1. Saving your BAH. Since we’re staying with family and not having to pay rent, utilities, or an internet or cable bill, we get to save all that money each month and stash it in our savings account. I’m also using my sister’s spare car, not worrying about a car payment. While I’m missing my husband, I’m also dreaming about the amazing vacation we’ll be able to take because of all the money we’re saving.

2. A helping hand. Since this is the first time I’ve lived close to family since having Avalyn, I’ve missed out on months and months of babysitters and an extra helping hand. When we first arrived in Ohio after being awake for 24 hours, my mother-in-law promptly took Avalyn to the park down the road to play while I slept for several hours. It is an amazing feeling knowing Avalyn has countless aunts, uncles, cousins, and grandparents to play with and spend time with while I catch my breath. Now I understand why people don’t move away from their family.

3. Unforgettable memories. The best part about living with your family during the summer is getting to go on day trips and weekend trips, all while creating unforgettable memories. I love to travel and, thankfully, my family does, too.
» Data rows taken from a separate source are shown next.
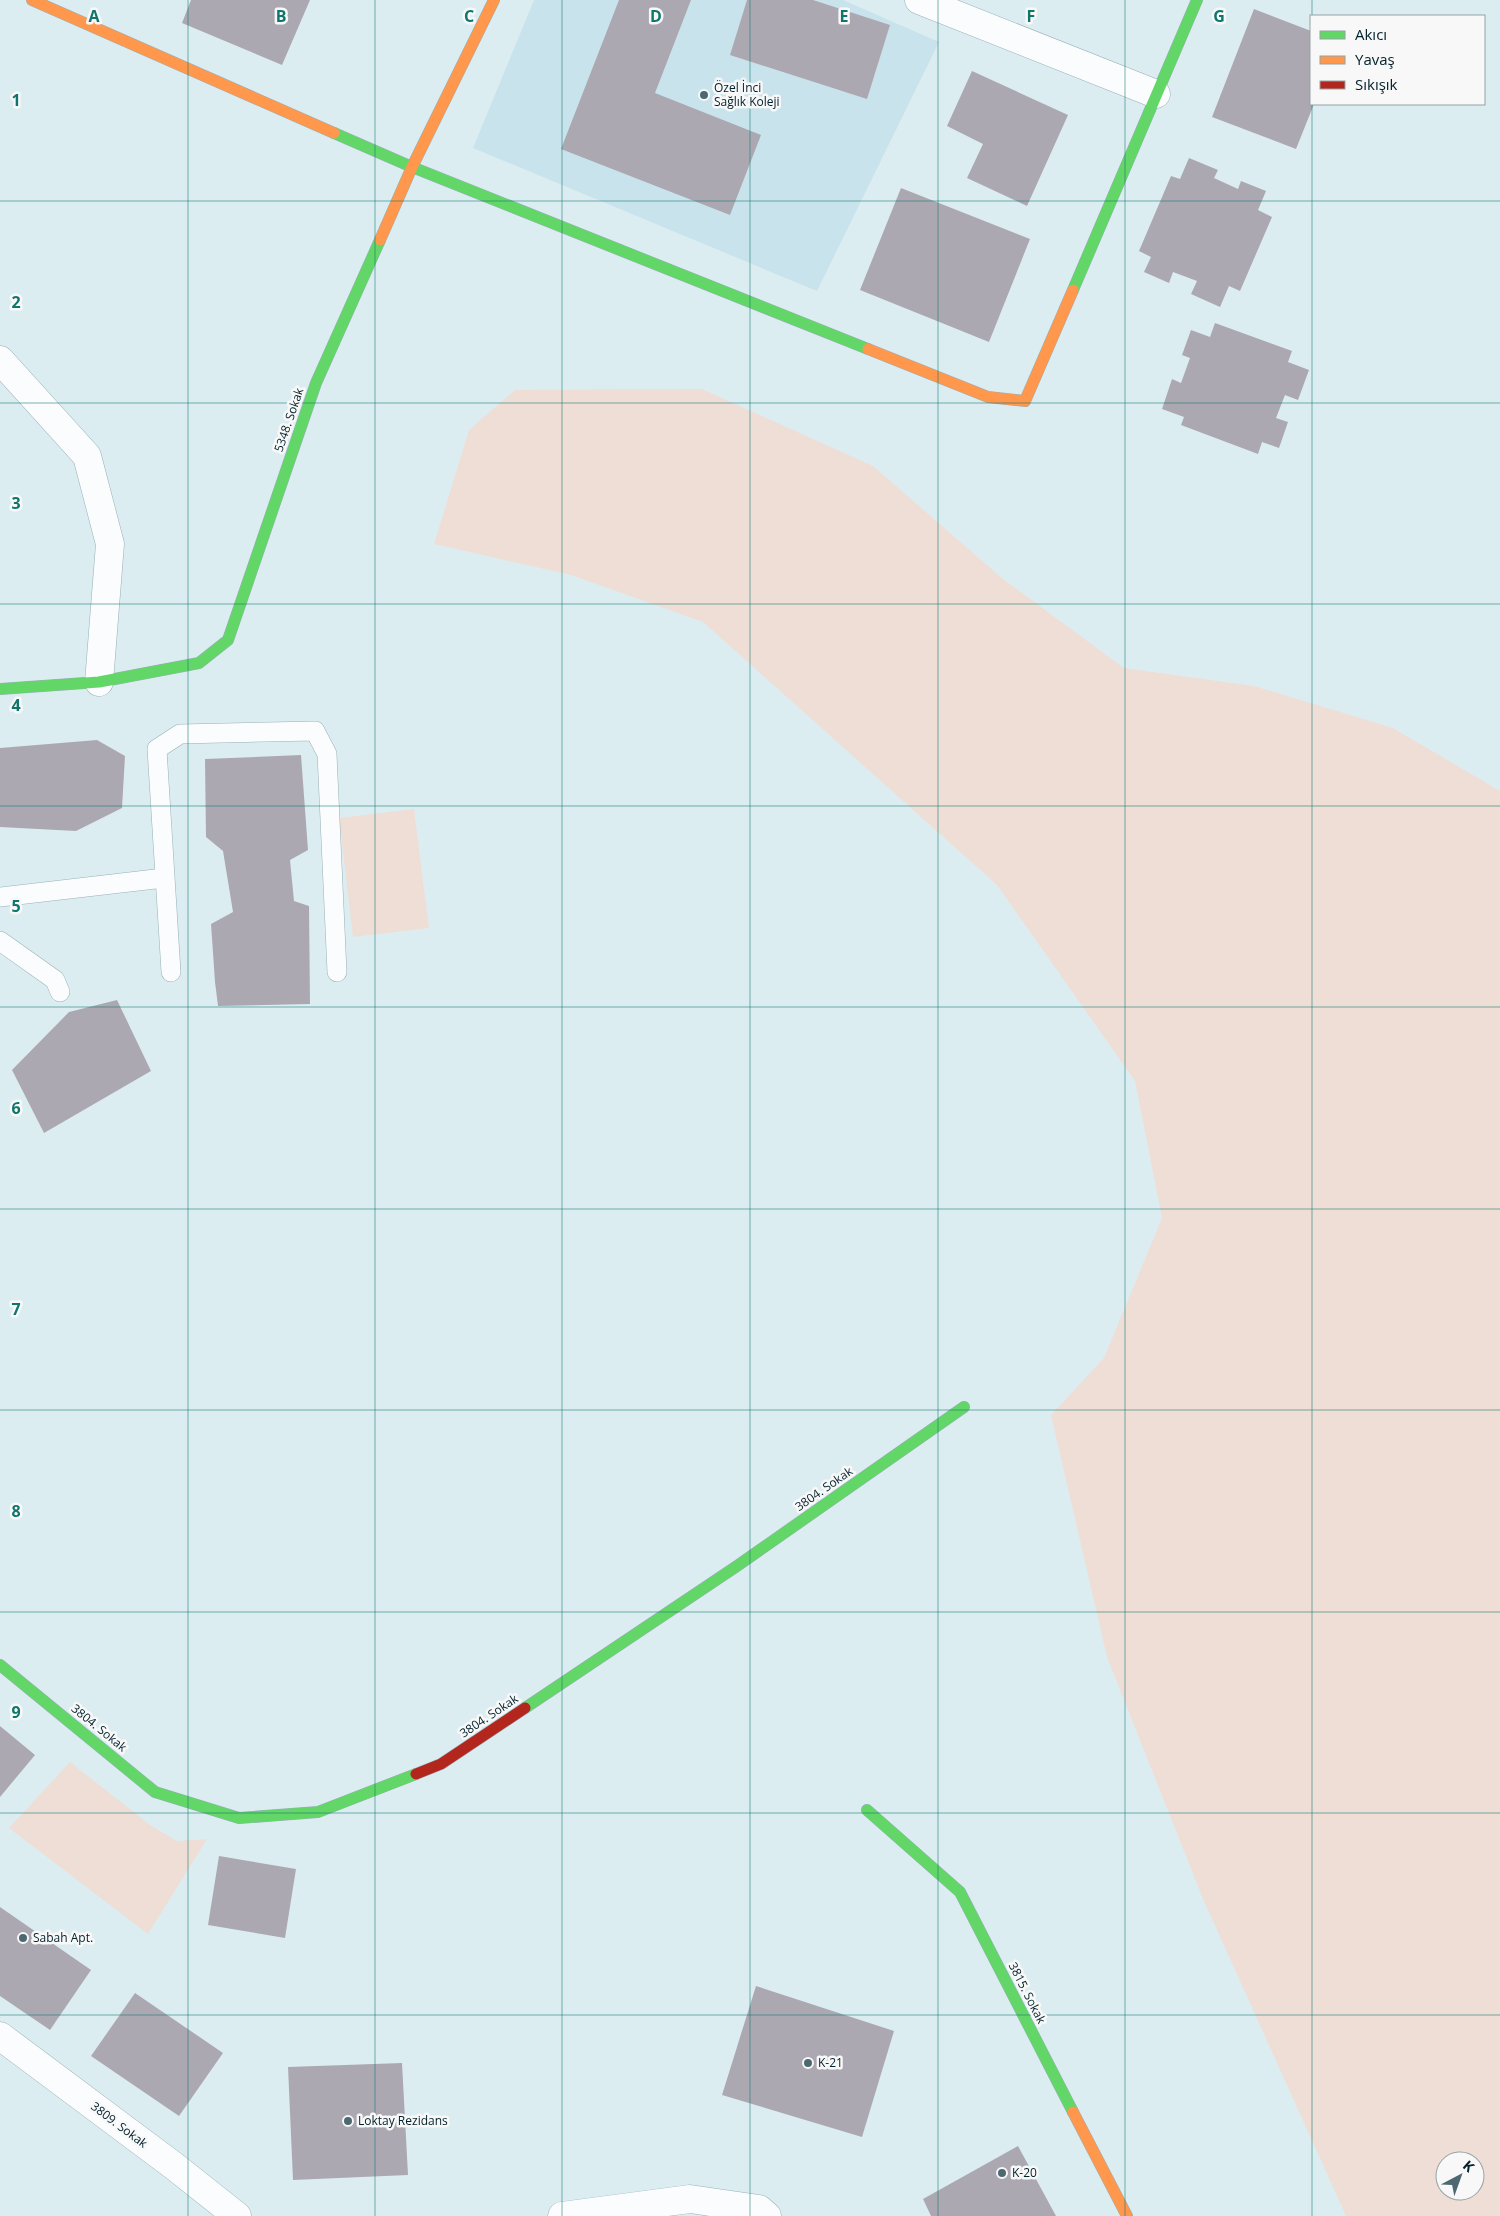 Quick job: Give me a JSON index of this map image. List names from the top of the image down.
{
  "streets": {
    "street": [
      "5348. Sokak",
      "3804. Sokak",
      "3815. Sokak",
      "3809. Sokak"
    ]
  },
  "places": [
    "Özel İnci Sağlık Koleji",
    "Sabah Apt.",
    "K-21",
    "Loktay Rezidans",
    "K-20"
  ],
  "legend": ["Akıcı", "Yavaş", "Sıkışık"],
  "north": "top right",
  "grid": {
    "columns": [
      "A",
      "B",
      "C",
      "D",
      "E",
      "F",
      "G"
    ],
    "rows": [
      "1",
      "2",
      "3",
      "4",
      "5",
      "6",
      "7",
      "8",
      "9"
    ]
  }
}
It’s the beginning of June, and already all my weekends are booked through July with trips to the zoo, Niagara Falls, and even New York City. There are plenty of people to travel with, making travel convenient and affordable. I honestly will consider traveling in groups for the rest of my life.

Cons:

1. It isn’t your house. We all have that sister, aunt, or mother who likes to do things a certain way. When you live with someone else, you have to learn how to do things their way. After all, it’s their house. Thankfully, my mother-in-law likes to learn how I do things, too. We share our deep cleaning and organization secrets. When the kids spilled juice on the carpet, I dumped a cup of water on it and grabbed the shop-vac to suck up the mess without leaving a stain. I’m proud to teach others what I’ve learned, but I also take into consideration how other people do things around the house. It’s a win-win situation.
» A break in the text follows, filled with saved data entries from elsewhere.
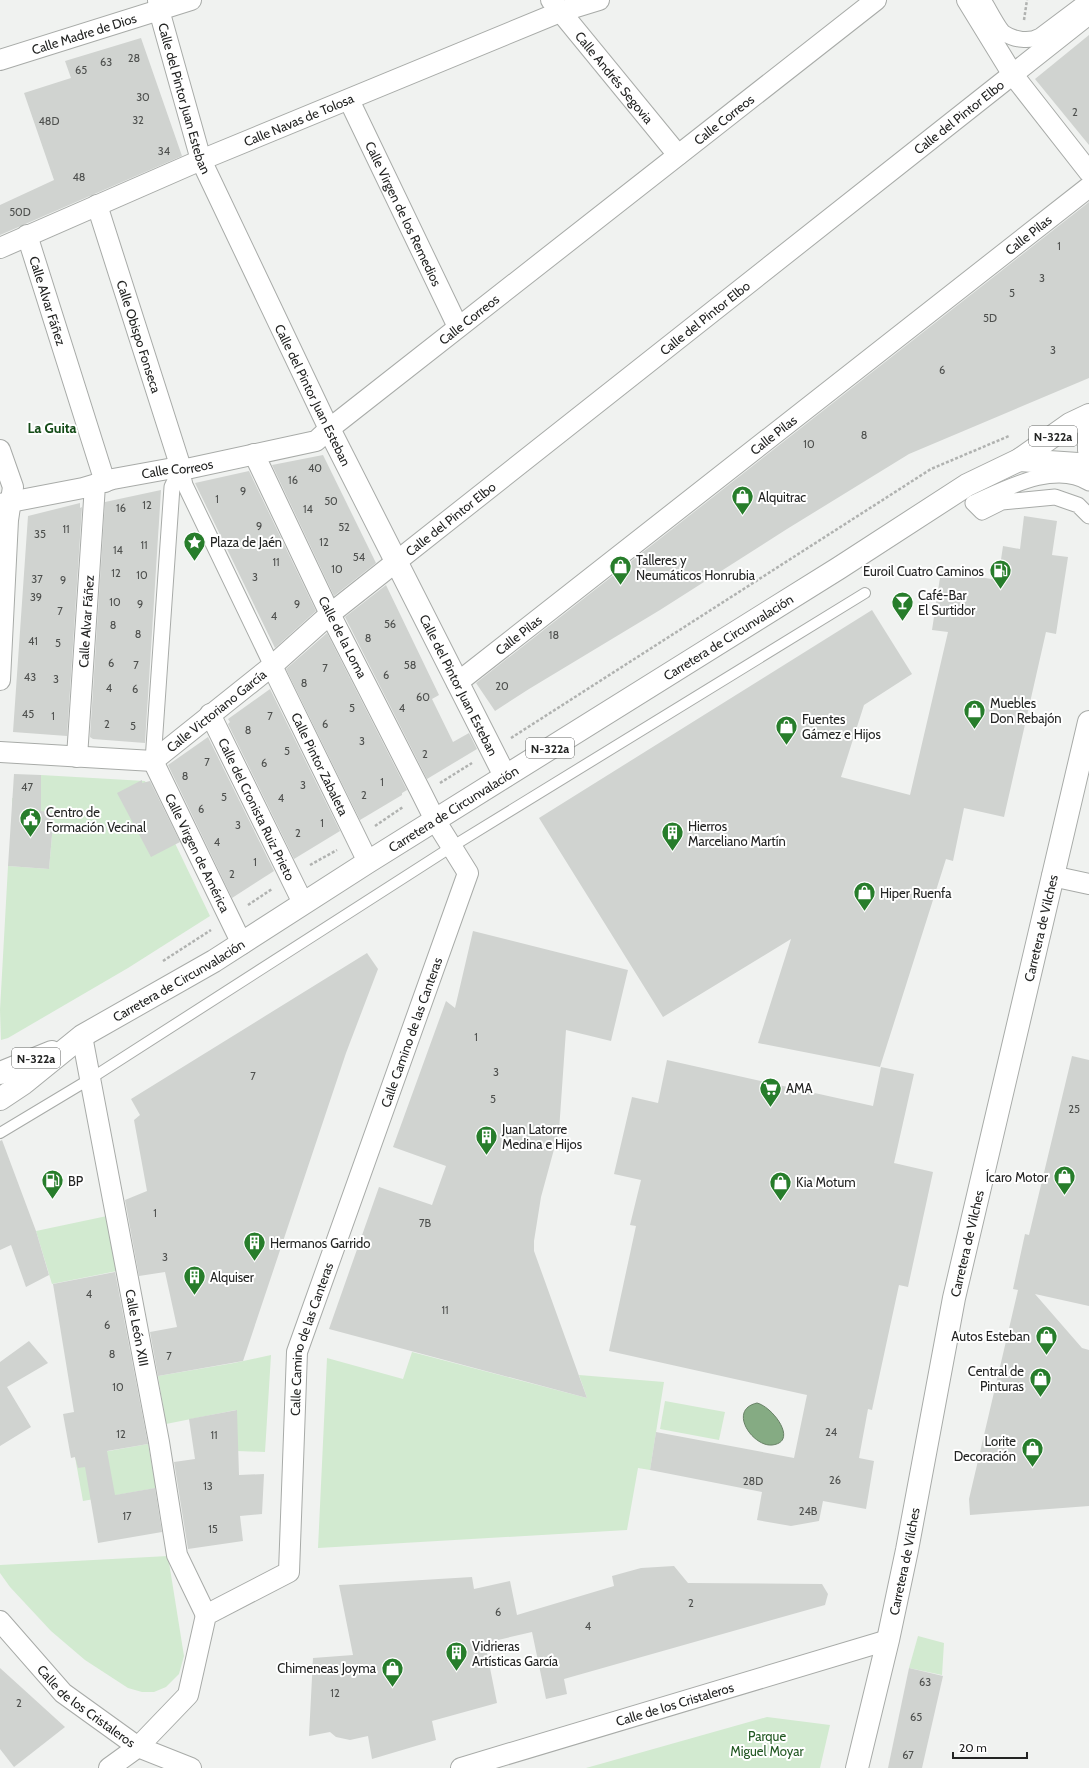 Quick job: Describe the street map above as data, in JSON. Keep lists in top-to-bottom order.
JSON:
{
  "streets": {
    "main road": [
      "Calle del Pintor Juan Esteban",
      "N-322a",
      "Carretera de Circunvalación",
      "Carretera de Vilches"
    ],
    "street": [
      "Calle Madre de Dios",
      "Calle Andrés Segovia",
      "Calle del Pintor Elbo",
      "Calle Navas de Tolosa",
      "Calle Correos",
      "Calle Virgen de los Remedios",
      "Calle Pilas",
      "Calle Alvar Fáñez",
      "Calle Obispo Fonseca",
      "Calle de la Loma",
      "Calle Victoriano García",
      "Calle Pintor Zabaleta",
      "Calle del Cronista Ruiz Prieto",
      "Calle Virgen de América",
      "Calle Camino de las Canteras",
      "Calle León XIII",
      "Calle de los Cristaleros"
    ]
  },
  "crossings": [
    ["Calle Madre de Dios", "Calle del Pintor Juan Esteban"],
    ["Calle Andrés Segovia", "Calle Navas de Tolosa"],
    ["Calle Andrés Segovia", "Calle Correos"],
    ["Calle del Pintor Juan Esteban", "Calle del Pintor Elbo"],
    ["Calle del Pintor Juan Esteban", "Calle Navas de Tolosa"],
    ["Calle del Pintor Juan Esteban", "Calle Correos"],
    ["Calle del Pintor Juan Esteban", "Calle Pilas"],
    ["Calle del Pintor Juan Esteban", "Carretera de Circunvalación"],
    ["Calle del Pintor Juan Esteban", "Calle Victoriano García"],
    ["Calle del Pintor Elbo", "Calle Victoriano García"],
    ["Calle Navas de Tolosa", "Calle Virgen de los Remedios"],
    ["Calle Navas de Tolosa", "Calle Alvar Fáñez"],
    ["Calle Navas de Tolosa", "Calle Obispo Fonseca"],
    ["Calle Correos", "Calle Virgen de los Remedios"],
    ["Calle Correos", "Calle Alvar Fáñez"],
    ["Calle Correos", "Calle Obispo Fonseca"],
    ["Calle Correos", "Calle de la Loma"],
    ["Calle Alvar Fáñez", "Calle Victoriano García"],
    ["Calle de la Loma", "Carretera de Circunvalación"],
    ["Calle de la Loma", "Calle Victoriano García"],
    ["Calle de la Loma", "Calle Camino de las Canteras"],
    ["Carretera de Circunvalación", "Calle Pintor Zabaleta"],
    ["Carretera de Circunvalación", "Calle del Cronista Ruiz Prieto"],
    ["Carretera de Circunvalación", "Calle Virgen de América"],
    ["Carretera de Circunvalación", "Calle Camino de las Canteras"],
    ["Carretera de Circunvalación", "Calle León XIII"],
    ["Calle Victoriano García", "Calle Pintor Zabaleta"],
    ["Calle Victoriano García", "Calle del Cronista Ruiz Prieto"],
    ["Calle Victoriano García", "Calle Virgen de América"],
    ["Carretera de Vilches", "Calle de los Cristaleros"],
    ["Calle Camino de las Canteras", "Calle León XIII"]
  ],
  "districts": ["La Guita"],
  "parks": ["Parque Miguel Moyar"],
  "places": {
    "shop": [
      "Alquitrac",
      "Talleres y Neumáticos Honrubia",
      "Muebles Don Rebajón",
      "Fuentes Gámez e Hijos",
      "Hiper Ruenfa",
      "Ícaro Motor",
      "Kia Motum",
      "Autos Esteban",
      "Central de Pinturas",
      "Lorite Decoración",
      "Chimeneas Joyma"
    ],
    "place": ["Plaza de Jaén"],
    "fuel station": ["Euroil Cuatro Caminos", "BP"],
    "bar": ["Café-Bar El Surtidor"],
    "public building": ["Centro de Formación Vecinal"],
    "building": [
      "Hierros Marceliano Martín",
      "Juan Latorre Medina e Hijos",
      "Hermanos Garrido",
      "Alquiser",
      "Vidrieras Artísticas García"
    ],
    "supermarket": ["AMA"]
  },
  "house_numbers": [
    "28",
    "63",
    "65",
    "30",
    "2",
    "32",
    "48D",
    "34",
    "48",
    "50D",
    "1",
    "3",
    "5",
    "5D",
    "3",
    "6",
    "8",
    "10",
    "40",
    "16",
    "9",
    "1",
    "50",
    "12",
    "16",
    "14",
    "9",
    "52",
    "11",
    "35",
    "12",
    "11",
    "14",
    "54",
    "11",
    "10",
    "12",
    "10",
    "3",
    "37",
    "9",
    "39",
    "10",
    "9",
    "9",
    "7",
    "4",
    "56",
    "8",
    "8",
    "18",
    "8",
    "41",
    "5",
    "6",
    "7",
    "58",
    "7",
    "6",
    "43",
    "3",
    "8",
    "20",
    "4",
    "6",
    "60",
    "5",
    "4",
    "45",
    "1",
    "7",
    "2",
    "6",
    "5",
    "8",
    "3",
    "5",
    "2",
    "7",
    "6",
    "8",
    "1",
    "3",
    "47",
    "2",
    "5",
    "4",
    "6",
    "1",
    "3",
    "2",
    "4",
    "1",
    "2",
    "1",
    "3",
    "7",
    "5",
    "25",
    "1",
    "7B",
    "3",
    "4",
    "11",
    "6",
    "8",
    "7",
    "10",
    "24",
    "12",
    "11",
    "26",
    "28D",
    "13",
    "24B",
    "17",
    "15",
    "2",
    "6",
    "4",
    "63",
    "12",
    "2",
    "65",
    "67"
  ],
  "scale_bar": "20 m"
}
2. Living out of a suitcase. Since I have a large family, and they all live in Ohio, Avalyn and I tend to hop around a lot, staying one night here, a few nights there. It makes it difficult to unpack and settle in. I keep one giant suitcase ready for overnight stays and always bring laundry soap with us so we can do laundry when we need to. It makes me feel like we’re nomads, not really needing to be at any particular place or being forced to return to the same home every day. We can go and do as we please, visit with who we want, and stay were we need to stay. I imagine this is what it will be like when I someday win the lottery and can travel the world for the rest of my life. I see this period of time as practice for that day.
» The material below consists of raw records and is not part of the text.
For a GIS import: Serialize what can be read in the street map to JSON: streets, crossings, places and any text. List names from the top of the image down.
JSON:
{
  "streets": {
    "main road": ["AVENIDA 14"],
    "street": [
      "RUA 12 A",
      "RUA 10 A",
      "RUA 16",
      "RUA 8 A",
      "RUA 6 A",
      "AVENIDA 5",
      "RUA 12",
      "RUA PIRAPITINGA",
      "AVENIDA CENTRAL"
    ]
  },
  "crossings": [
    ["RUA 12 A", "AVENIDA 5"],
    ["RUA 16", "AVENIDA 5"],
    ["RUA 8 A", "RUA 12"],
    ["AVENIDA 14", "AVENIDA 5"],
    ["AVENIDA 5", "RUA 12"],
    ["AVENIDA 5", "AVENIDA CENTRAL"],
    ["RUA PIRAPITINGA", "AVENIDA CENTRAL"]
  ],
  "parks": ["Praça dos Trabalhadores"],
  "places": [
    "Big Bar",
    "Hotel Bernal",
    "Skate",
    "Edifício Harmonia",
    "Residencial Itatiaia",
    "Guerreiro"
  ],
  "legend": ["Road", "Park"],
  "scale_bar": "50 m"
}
3. More laundry. When you stay with family, you want to help out around the house. But one of my phobias is stinky, dirty clothes. That is why my husband cleans his own uniforms and underwear. I still try to help out with my in-laws’ laundry by taking the clean clothes out of the dryer and folding them. But the other day, Avalyn took father-in-law’s dirty socks and brought them over to me, obviously so proud of what she was able to accomplish. Even though I was mortified, I praised Avalyn for her good work and helping hands, then quickly scurried down the hallway to put them in the dirty clothes bin. I scrubbed my hands before returning to the living room.

 

The point of this story is that, like any duty station or any place in the world we live, we have to make the most out of the situation. Being home with family gives me the opportunity to help out where I can. I now have all this free time without my own house to command.

Grocery shopping is done with the family instead of for my own family, so it’s like we’re all working together to not only survive but enjoy this summer. I miss my husband, no doubt about that, but I’ve chosen to make this separation amazing for Avalyn and myself. There will be plenty of photos and memories that I’ll write down and stick into scrapbooks. This time will be reflected with happiness and joy, forgetting the sorrow of separation.

Learn more about enjoying these times of separation here.

And for all those other decisions to be made before a deployment, check out this article here.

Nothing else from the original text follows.